━━ PROVIDED RECORDS ━━

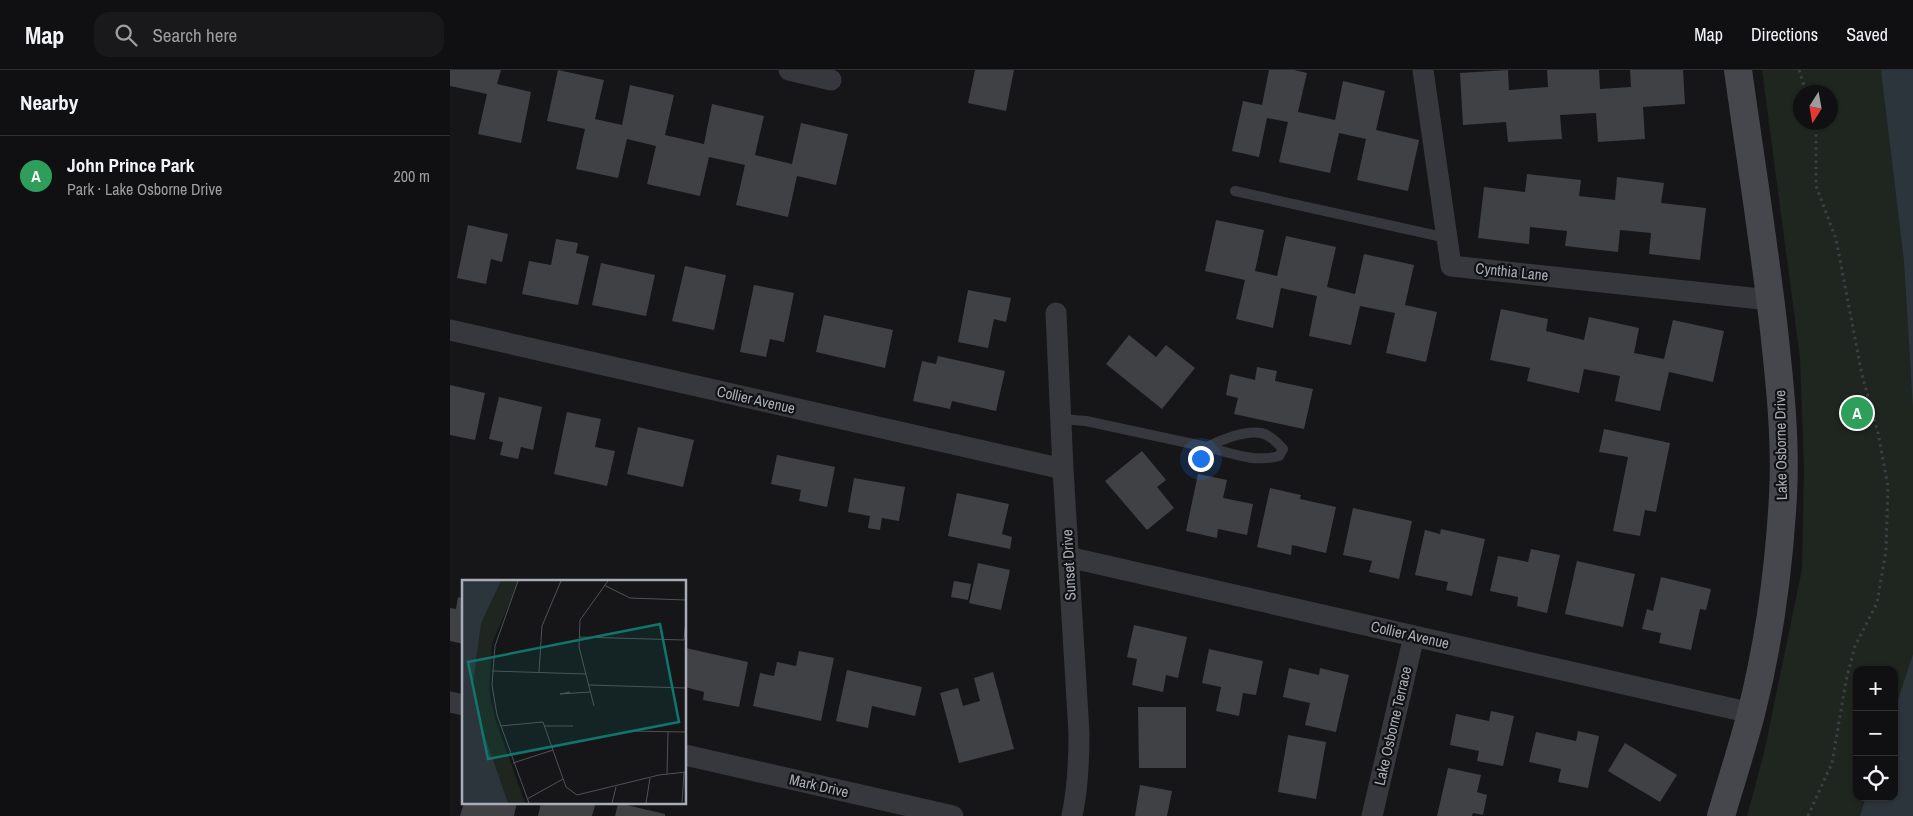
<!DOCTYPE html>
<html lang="en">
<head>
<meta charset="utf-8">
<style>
  :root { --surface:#101012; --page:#19191b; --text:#f1f3f6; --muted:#9c9d9f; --line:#303032; --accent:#f2b134 }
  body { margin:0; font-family:"Archivo Narrow",sans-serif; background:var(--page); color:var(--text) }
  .controls { position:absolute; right:15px; bottom:15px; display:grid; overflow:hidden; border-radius:10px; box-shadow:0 1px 4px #0004 }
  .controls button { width:45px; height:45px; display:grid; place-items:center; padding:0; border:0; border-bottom:1px solid var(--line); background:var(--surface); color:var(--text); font:25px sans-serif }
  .compass { position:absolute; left:1343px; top:15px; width:45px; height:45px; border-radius:50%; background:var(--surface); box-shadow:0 1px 4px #0004; rotate:191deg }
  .you { position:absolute; left:750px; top:388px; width:18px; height:18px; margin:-12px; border:4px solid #fff; border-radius:50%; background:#1a73e8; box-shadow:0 0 0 8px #1a73e833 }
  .badge { display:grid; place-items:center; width:32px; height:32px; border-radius:50%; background:var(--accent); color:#fff; font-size:16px; font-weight:700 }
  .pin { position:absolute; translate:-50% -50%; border:2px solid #fff; box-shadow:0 1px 5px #0006 }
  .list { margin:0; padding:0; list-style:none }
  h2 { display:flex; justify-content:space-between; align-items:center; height:65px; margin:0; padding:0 20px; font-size:21px }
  h2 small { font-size:16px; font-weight:400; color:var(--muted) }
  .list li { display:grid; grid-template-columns:32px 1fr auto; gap:15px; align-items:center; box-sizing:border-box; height:80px; padding:0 20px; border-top:1px solid var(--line) }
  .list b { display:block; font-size:19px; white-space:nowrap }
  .list p { margin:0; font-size:16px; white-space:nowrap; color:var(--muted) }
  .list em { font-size:16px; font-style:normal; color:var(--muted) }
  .icon { flex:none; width:28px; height:28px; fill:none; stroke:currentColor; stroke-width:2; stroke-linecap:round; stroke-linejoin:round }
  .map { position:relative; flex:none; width:1463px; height:746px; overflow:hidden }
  header { display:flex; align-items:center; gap:30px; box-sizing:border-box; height:70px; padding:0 25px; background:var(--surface); border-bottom:1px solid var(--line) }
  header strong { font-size:24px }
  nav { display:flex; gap:28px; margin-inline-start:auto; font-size:18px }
  .search { width:350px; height:45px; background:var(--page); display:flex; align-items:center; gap:12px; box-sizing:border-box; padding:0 18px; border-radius:15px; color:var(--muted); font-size:19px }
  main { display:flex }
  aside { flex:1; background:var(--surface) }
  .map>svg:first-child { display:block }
  .green { fill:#1e261f; fill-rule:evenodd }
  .water { fill:#2c353c }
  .building { fill:#404145 }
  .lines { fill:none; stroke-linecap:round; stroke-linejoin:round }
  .path { stroke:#3d3f44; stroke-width:3; stroke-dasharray:2.5 4; stroke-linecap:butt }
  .lane { stroke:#37383d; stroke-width:10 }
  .street { stroke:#37383d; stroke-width:21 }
  .secondary { stroke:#45474d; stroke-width:28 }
  .labels { text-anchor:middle; stroke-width:4.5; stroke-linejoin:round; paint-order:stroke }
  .street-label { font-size:15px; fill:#a8adb8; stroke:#111113 }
  .inset-road { fill:none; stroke:#505258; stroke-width:1 }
  .view { fill:#0f766e; fill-opacity:0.15; stroke:#0f766e; stroke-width:2.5 }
  .inset-edge { fill:none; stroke:#a8adb8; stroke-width:2.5 }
</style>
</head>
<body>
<header>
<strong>Map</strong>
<div class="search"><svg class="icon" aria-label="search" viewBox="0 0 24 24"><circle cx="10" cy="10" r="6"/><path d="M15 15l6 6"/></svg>Search here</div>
<nav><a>Map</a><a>Directions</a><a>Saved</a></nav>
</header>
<main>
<aside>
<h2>Nearby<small></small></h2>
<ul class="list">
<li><span class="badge" style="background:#2e9e5b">A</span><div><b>John Prince Park</b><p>Park · Lake Osborne Drive</p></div><em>200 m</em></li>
</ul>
</aside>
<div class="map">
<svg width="1463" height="746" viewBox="0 0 1463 746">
  <rect width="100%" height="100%" fill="#161618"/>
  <path class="green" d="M1312,0H1463V746H1297L1314,683L1352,499L1354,398L1350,288ZM1350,22H1380V52H1350ZM1407,600H1444V727H1407Z"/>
  <path class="water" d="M1431,0H1463V339L1454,191Z
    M1463,584V746H1410L1416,727H1444V642Z"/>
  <path class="building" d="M0,0H51L47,14L81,22L71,73L28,64L37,24L0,16Z
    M108,0L154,10L145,49L172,55L180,15L224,25L215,65L254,74L262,34L314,46L305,85L342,94L351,53L398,64L386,115L347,106L338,147L286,135L295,95L259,87L250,126L197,114L206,76L177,69L168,108L126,99L135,59L97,51Z
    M525,0H564L556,41L518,33Z
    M819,0H844L857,3L848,42L885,50L893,11L935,21L926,60L969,70L958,121L907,110L916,69L889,63L880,103L829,92L838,52L817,48L809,87L782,81L793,31L812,35Z
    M1058,0L1059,20L1098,17L1097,0H1149L1150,19L1181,17L1180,0H1233L1235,34L1193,37L1195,69L1148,72L1146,43L1110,45L1112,69L1058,72L1056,52L1013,55L1010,3Z
    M1077,104L1131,110L1129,126L1165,130L1167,107L1214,113L1211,133L1256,138L1250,190L1199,184L1201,163L1170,160L1168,182L1115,176L1117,161L1080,157L1079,174L1028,168L1034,117L1075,122Z
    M766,150L814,160L805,201L827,206L836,166L886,177L877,217L905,224L914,184L964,195L955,235L987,242L976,292L936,283L945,243L910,236L901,275L859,266L867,226L831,218L823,258L786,249L795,210L755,201Z
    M18,155L58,164L52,192L41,189L36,214L7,208Z
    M106,169L128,173L126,183L139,186L128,235L72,224L79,191L101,195Z
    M151,193L205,205L196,246L142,235Z
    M235,196L276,205L264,260L222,251Z
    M304,215L344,223L334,272L320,269L316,287L290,282Z
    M518,220L561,228L556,252L544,249L538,278L508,272Z
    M1051,239L1098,249L1096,261L1134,270L1139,247L1189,258L1184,283L1214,289L1223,250L1274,261L1263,312L1219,302L1210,341L1165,331L1170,306L1134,299L1129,323L1077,311L1080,298L1040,290Z
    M374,245L443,260L435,298L366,282Z
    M679,265L706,287L716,275L745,298L712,339L656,294Z
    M488,286L555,301L546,341L502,331L500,339L463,331L472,291L486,294Z
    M807,297L827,301L825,311L863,319L854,359L784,344L788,328L776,325L780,304L805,310Z
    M0,315L35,323L25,370L0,365Z
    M49,327L92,337L83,380L71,377L68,389L50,385L53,372L39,369Z
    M117,342L151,349L145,377L165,381L157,416L104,404Z
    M188,357L244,370L233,417L177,404Z
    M1154,359L1220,373L1206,442L1195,440L1190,466L1163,461L1178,387L1149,382Z
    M692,381L716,410L707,417L724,438L697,460L655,411Z
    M327,385L385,397L377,437L349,431L351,420L321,414Z
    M748,404L777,410L773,428L803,434L797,465L768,459L767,468L736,461Z
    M404,408L455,417L449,451L432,448L430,460L418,458L420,446L398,442Z
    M820,418L851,425L850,429L886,437L876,483L842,475L841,485L807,477Z
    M507,423L559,434L552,464L562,467L560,479L498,466Z
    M903,438L962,451L949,509L919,502L922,491L893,485Z
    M991,459L1035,469L1022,526L996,520L998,512L965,505L975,460L990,464Z
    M1081,479L1110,485L1097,543L1067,536L1068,527L1040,521L1048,486L1078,492Z
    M1127,491L1185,504L1173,557L1115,544Z
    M528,493L560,500L551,540L519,533Z
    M1211,507L1261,519L1256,540L1250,539L1241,580L1209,573L1211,563L1192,559L1197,539L1203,541Z
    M504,511L521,514L518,530L501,527Z
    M8,527L14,529V574L0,571V538L6,539Z
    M684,555L737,567L728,608L716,605L713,622L682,615L687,589L677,587Z
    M236,578L298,592L289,637L253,630L254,622L235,617Z
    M759,579L813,591L806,625L793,623L789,646L766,641L771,617L752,613Z
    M349,581L384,588L371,651L303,636L310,603L324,606L327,592L346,596Z
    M839,598L869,605L870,598L899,605L886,662L855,655L860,633L833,627Z
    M397,600L472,617L465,646L422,636L418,658L386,651Z
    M543,602L564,679L509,693L490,623L508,618L513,636L530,631L524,608Z
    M688,637H736V698H689Z
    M1041,641L1064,646L1053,696L1027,691L1029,681L1000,675L1006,644L1039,651Z
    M1128,661L1149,666L1138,718L1108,712L1111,699L1079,692L1086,662L1126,671Z
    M838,665L876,672L866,729L828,722Z
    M1175,673L1227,705L1210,732L1158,701Z
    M998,698L1031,705L1027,722L1037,725L1033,745L1023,743L1022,746H987Z
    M690,715L722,721L717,746H685Z
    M14,732H67L64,746H10Z
    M91,732L127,734V732H146L142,746H88Z
    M168,733L215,744V746H165Z"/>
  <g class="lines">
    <path class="path" d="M1349,0L1356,22
      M1358,746L1382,693L1396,611L1405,576L1427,533L1436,481L1438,416L1428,363L1412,305L1386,169L1366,116V52"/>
    <path class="lane" d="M785,121L997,168
      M611,349L636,351L757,377C770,370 795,360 811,363C820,365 827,372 833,379L829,386C805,393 780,383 757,377"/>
    <path class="street" d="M339,0L381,10
      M973,0L1001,196L1320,230
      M606,243L613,399L629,663C629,691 628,718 622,746
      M0,260L613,399
      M618,487L1301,643
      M0,632L14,635
      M235,685L503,746
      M922,746L964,566"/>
    <path class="secondary" d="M1271,746C1281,712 1292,678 1301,644C1319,573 1329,499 1333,426C1336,371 1330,315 1324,260C1314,173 1300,86 1288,0"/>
  </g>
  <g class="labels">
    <g class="street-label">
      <text transform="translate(1062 202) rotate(6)" y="5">Cynthia Lane</text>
      <text transform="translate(306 330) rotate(13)" y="5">Collier Avenue</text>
      <text transform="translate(1331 375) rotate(-91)" y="5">Lake Osborne Drive</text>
      <text transform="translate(619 495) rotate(-93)" y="5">Sunset Drive</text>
      <text transform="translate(960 565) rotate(13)" y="5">Collier Avenue</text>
      <text transform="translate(943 656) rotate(-77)" y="5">Lake Osborne Terrace</text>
      <text transform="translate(369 716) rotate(13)" y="5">Mark Drive</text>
    </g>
  </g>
  <g transform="translate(12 510)">
    <rect width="224" height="224" fill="#161618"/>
    <path d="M0,1H57L30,63L27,111L33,139L63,223H0Z" fill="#1e261f"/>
    <path d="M0,1H39L19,43L11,104L22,154L46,223H0Z" fill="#2c353c"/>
    <path class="inset-road" d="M56,1L33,66L30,105L35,135L67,223M142,5L168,18L224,20M117,57L222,60L224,40M30,91L124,94M77,92L80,46L99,1M127,105L224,108M108,112L98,114L128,112M132,126L117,67L118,40L146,1M38,146L81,142L104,207L115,215L197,195L224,192M82,146H111M167,151L224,152M51,183L91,170M205,194L206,152M65,219L101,199M150,223L154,207M184,223L188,198M220,223L222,193"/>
    <path class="view" d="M198,44L217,142L26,179L6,82Z"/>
    <rect width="224" height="224" class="inset-edge"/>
  </g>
</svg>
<div class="controls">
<button>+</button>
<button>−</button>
<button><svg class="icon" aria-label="locate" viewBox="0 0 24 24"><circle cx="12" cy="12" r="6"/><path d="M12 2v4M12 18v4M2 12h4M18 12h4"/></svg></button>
</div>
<svg class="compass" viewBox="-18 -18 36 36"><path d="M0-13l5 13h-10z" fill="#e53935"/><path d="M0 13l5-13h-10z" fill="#9c9d9f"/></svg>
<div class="you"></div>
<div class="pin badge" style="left:1407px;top:343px;background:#2e9e5b">A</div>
</div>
</main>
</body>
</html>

━━━

REQUIRED WORK: Pictures aside, repeat exactly every line from the top of the listing above through the line bearing "width:45px; height:45px; display:grid;", inclusive.

COMPLETED EXERCISE:
<!DOCTYPE html>
<html lang="en">
<head>
<meta charset="utf-8">
<style>
  :root { --surface:#101012; --page:#19191b; --text:#f1f3f6; --muted:#9c9d9f; --line:#303032; --accent:#f2b134 }
  body { margin:0; font-family:"Archivo Narrow",sans-serif; background:var(--page); color:var(--text) }
  .controls { position:absolute; right:15px; bottom:15px; display:grid; overflow:hidden; border-radius:10px; box-shadow:0 1px 4px #0004 }
  .controls button { width:45px; height:45px; display:grid; place-items:center; padding:0; border:0; border-bottom:1px solid var(--line); background:var(--surface); color:var(--text); font:25px sans-serif }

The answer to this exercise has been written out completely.